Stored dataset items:
::::::

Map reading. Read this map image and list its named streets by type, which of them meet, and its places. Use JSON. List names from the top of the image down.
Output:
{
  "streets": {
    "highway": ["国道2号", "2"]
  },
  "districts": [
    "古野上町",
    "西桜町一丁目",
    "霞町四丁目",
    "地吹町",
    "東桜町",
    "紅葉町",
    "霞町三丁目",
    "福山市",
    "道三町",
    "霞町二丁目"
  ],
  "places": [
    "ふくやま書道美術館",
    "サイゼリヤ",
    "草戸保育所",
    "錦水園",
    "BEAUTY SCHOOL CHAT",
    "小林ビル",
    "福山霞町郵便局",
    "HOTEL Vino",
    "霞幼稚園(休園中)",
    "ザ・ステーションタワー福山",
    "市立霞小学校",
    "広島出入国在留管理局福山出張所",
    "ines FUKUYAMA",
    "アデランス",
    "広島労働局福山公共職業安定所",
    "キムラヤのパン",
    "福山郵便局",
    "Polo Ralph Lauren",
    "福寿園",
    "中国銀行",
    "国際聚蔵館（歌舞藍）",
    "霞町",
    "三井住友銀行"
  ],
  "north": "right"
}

::::::

§ Problem to work on: Nothing in the records may change. Print all of them.

§ Exercise result:
Map reading. Read this map image and list its named streets by type, which of them meet, and its places. Use JSON. List names from the top of the image down.
Output:
{
  "streets": {
    "highway": ["国道2号", "2"]
  },
  "districts": [
    "古野上町",
    "西桜町一丁目",
    "霞町四丁目",
    "地吹町",
    "東桜町",
    "紅葉町",
    "霞町三丁目",
    "福山市",
    "道三町",
    "霞町二丁目"
  ],
  "places": [
    "ふくやま書道美術館",
    "サイゼリヤ",
    "草戸保育所",
    "錦水園",
    "BEAUTY SCHOOL CHAT",
    "小林ビル",
    "福山霞町郵便局",
    "HOTEL Vino",
    "霞幼稚園(休園中)",
    "ザ・ステーションタワー福山",
    "市立霞小学校",
    "広島出入国在留管理局福山出張所",
    "ines FUKUYAMA",
    "アデランス",
    "広島労働局福山公共職業安定所",
    "キムラヤのパン",
    "福山郵便局",
    "Polo Ralph Lauren",
    "福寿園",
    "中国銀行",
    "国際聚蔵館（歌舞藍）",
    "霞町",
    "三井住友銀行"
  ],
  "north": "right"
}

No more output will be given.